DAMASCUS: A Russian government delegation has arrived in Damascus for the first time since Moscow's ally President Bashar al-Assad was toppled, Russia's TASS state news agency reported on Tuesday.
The delegation, which is expected to hold talks with Syria's new rulers, includes Russian Deputy Foreign Minister Mikhail Bogdanov and Alexander Lavrentiev, the Kremlin's special envoy for Syria.
Russia was a longtime Assad ally and intervened militarily to help him recapture territory from rebels during the more than decade-long war that erupted in 2011 after his crackdown of protests against his rule.
But a lightning rebel offensive late last year pushed Assad to flee Damascus in December — first to the Russian-run Hmeimim Air Base in northern Syria then to Moscow.

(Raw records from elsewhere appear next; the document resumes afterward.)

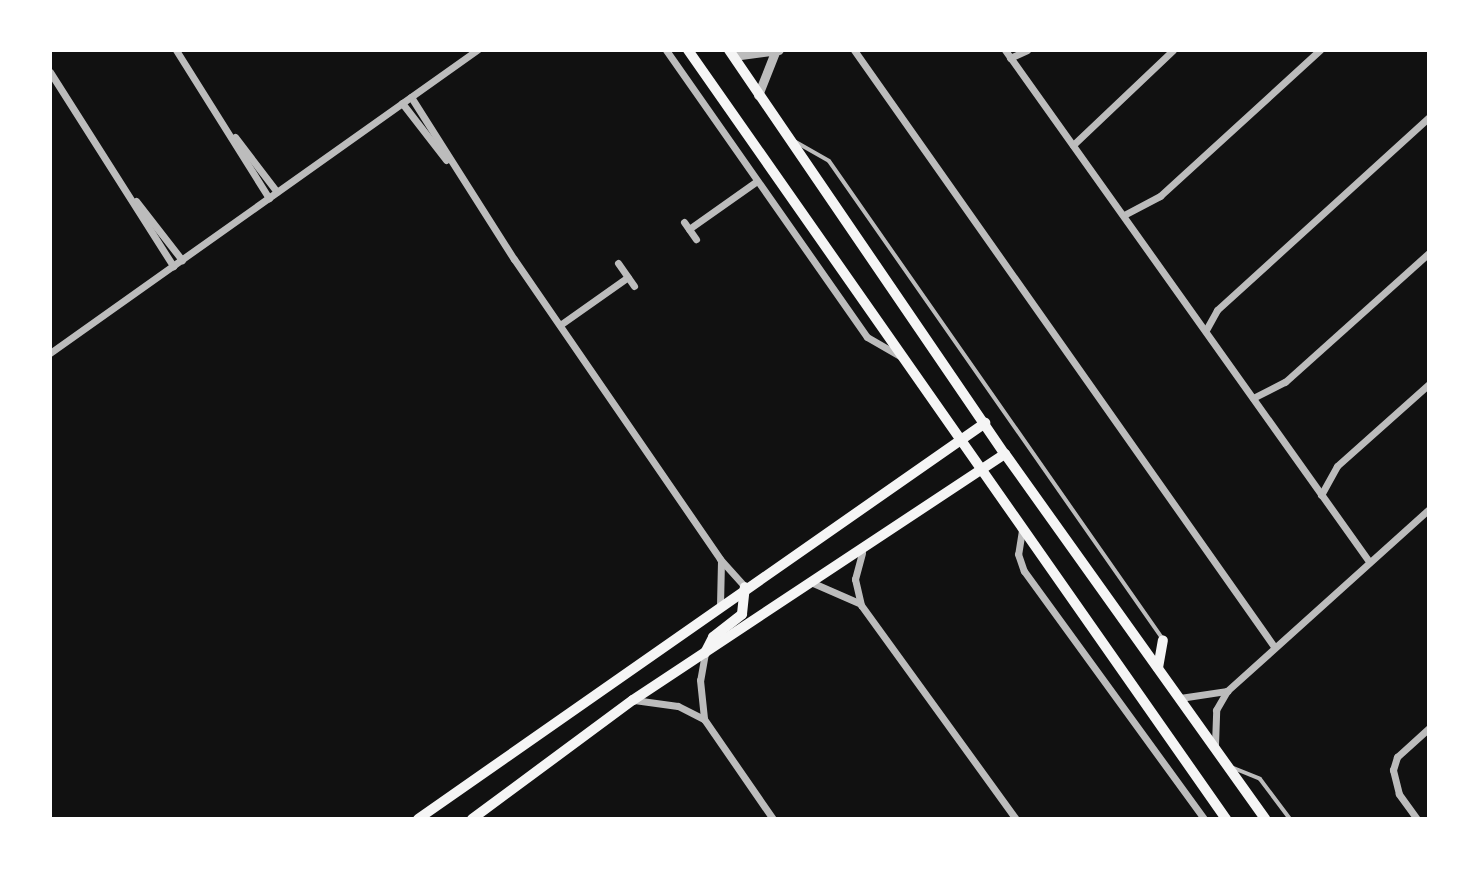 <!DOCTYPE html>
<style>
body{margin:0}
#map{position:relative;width:1479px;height:869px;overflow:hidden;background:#111;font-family:"Fira Sans Condensed",sans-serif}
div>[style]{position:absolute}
.service>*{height:4px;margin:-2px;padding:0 2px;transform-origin:2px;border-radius:2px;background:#bcbcbc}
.minor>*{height:7px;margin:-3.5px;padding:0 3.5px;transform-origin:3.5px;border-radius:3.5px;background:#bcbcbc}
.tertiary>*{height:9px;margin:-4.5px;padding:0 4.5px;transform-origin:4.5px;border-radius:4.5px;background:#bcbcbc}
.secondary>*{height:10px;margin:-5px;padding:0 5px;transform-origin:5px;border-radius:5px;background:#f5f5f5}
span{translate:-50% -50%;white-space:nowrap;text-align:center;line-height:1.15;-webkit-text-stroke:8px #fff;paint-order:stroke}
.frame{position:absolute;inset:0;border:52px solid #fff;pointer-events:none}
</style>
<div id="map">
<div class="service">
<i style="left:794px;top:141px;width:40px;rotate:29.7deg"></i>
<i style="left:829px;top:161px;width:582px;rotate:55.08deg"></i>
<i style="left:1231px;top:767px;width:31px;rotate:22deg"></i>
<i style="left:1260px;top:779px;width:50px;rotate:53.1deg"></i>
</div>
<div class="minor">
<i style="left:176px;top:50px;width:175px;rotate:57.9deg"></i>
<i style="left:666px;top:50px;width:350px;rotate:55deg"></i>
<i style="left:867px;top:337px;width:39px;rotate:30deg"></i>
<i style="left:854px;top:50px;width:728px;rotate:54.85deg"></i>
<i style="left:1005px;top:50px;width:626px;rotate:54.56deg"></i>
<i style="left:1010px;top:58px;width:19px;rotate:-25deg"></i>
<i style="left:50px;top:72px;width:230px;rotate:57.6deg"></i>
<i style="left:411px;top:97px;width:192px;rotate:57.6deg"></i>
<i style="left:514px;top:259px;width:364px;rotate:55.5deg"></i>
<i style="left:720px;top:559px;width:38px;rotate:48deg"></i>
<i style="left:402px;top:103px;width:72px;rotate:52.3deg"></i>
<i style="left:235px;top:137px;width:69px;rotate:52.6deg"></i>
<i style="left:1073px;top:145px;width:138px;rotate:-43.5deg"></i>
<i style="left:136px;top:201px;width:75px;rotate:52.1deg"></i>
<i style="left:1124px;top:215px;width:41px;rotate:-27.8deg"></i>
<i style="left:1160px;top:196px;width:217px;rotate:-42.4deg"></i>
<i style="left:684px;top:222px;width:21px;rotate:55deg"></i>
<i style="left:689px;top:229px;width:83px;rotate:-35.2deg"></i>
<i style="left:618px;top:263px;width:28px;rotate:55deg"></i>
<i style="left:560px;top:325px;width:83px;rotate:-35.2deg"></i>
<i style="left:1206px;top:330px;width:23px;rotate:-61deg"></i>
<i style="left:1217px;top:310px;width:287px;rotate:-42.3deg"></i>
<i style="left:50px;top:353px;width:524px;rotate:-35.36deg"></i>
<i style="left:1253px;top:398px;width:36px;rotate:-27deg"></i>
<i style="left:1285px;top:382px;width:193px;rotate:-41.9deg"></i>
<i style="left:1321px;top:495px;width:33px;rotate:-61deg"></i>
<i style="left:1337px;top:466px;width:123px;rotate:-41.7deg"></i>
<i style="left:1022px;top:530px;width:24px;rotate:99deg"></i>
<i style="left:1018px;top:554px;width:18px;rotate:71deg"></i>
<i style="left:1024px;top:571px;width:306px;rotate:54deg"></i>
<i style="left:862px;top:553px;width:27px;rotate:105deg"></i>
<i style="left:855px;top:579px;width:27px;rotate:77deg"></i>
<i style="left:861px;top:605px;width:264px;rotate:54.1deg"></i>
<i style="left:813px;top:583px;width:50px;rotate:23.5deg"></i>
<i style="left:720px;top:605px;width:44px;rotate:-88.7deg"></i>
<i style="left:705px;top:653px;width:27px;rotate:100deg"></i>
<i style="left:700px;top:680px;width:39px;rotate:84deg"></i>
<i style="left:704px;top:719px;width:121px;rotate:55.4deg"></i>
<i style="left:1180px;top:698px;width:48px;rotate:-8.5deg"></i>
<i style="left:634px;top:700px;width:44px;rotate:7.8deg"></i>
<i style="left:678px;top:706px;width:29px;rotate:27deg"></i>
<i style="left:1215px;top:745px;width:35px;rotate:-88deg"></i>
<i style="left:1216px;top:710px;width:22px;rotate:-60deg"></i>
<i style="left:1227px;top:691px;width:272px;rotate:-42deg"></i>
<i style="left:1417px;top:819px;width:31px;rotate:-126deg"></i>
<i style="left:1399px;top:794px;width:25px;rotate:-104deg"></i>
<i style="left:1393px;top:770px;width:14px;rotate:-73deg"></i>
<i style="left:1397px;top:757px;width:43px;rotate:-42.2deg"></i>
</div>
<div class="tertiary">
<i style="left:733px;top:56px;width:46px;rotate:-7.4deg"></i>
<i style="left:758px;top:95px;width:46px;rotate:-68.4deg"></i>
</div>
<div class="secondary">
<i style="left:688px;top:50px;width:939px;rotate:55.02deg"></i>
<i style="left:729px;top:50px;width:489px;rotate:55.7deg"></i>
<i style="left:1005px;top:454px;width:448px;rotate:54.5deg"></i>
<i style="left:705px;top:653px;width:18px;rotate:-63deg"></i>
<i style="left:713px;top:637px;width:37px;rotate:-38deg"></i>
<i style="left:742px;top:614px;width:27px;rotate:-84deg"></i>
<i style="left:1158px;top:668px;width:28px;rotate:-80deg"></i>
<i style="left:418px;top:819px;width:692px;rotate:-34.93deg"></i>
<i style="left:472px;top:819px;width:200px;rotate:-36.5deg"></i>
<i style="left:633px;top:700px;width:446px;rotate:-33.5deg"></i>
</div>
<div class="frame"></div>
</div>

Days later, Russia’s Interfax news agency quoted Bogdanov as saying that Russia’s contacts with Hayat Tahrir Al-Sham — the Islamist rebel group that spearheaded the offensive that ousted Assad — were “proceeding in constructive fashion.”
Bogdanov said Russia hoped to maintain its two bases in Syria — a naval base in Tartous and the Hmeimim base near the port city of Latakia.
But this month, Syria’s new administration canceled a contract with Russian firm STG Stroytransgaz to manage and operate the Tartous port, according to three Syrian businessmen and media reports.
The contract had been signed under Assad.
Syria’s interim defense minister, Murhaf Abu Qasra, told Reuters in an interview in Damascus this month that negotiations were under way with Russia to determine the nature of the future relationship between the two states.
“We as a state are committed to the agreements that were present in the past but there may be some amendments in the negotiations that would achieve Syria’s interests,” Abu Qasra said.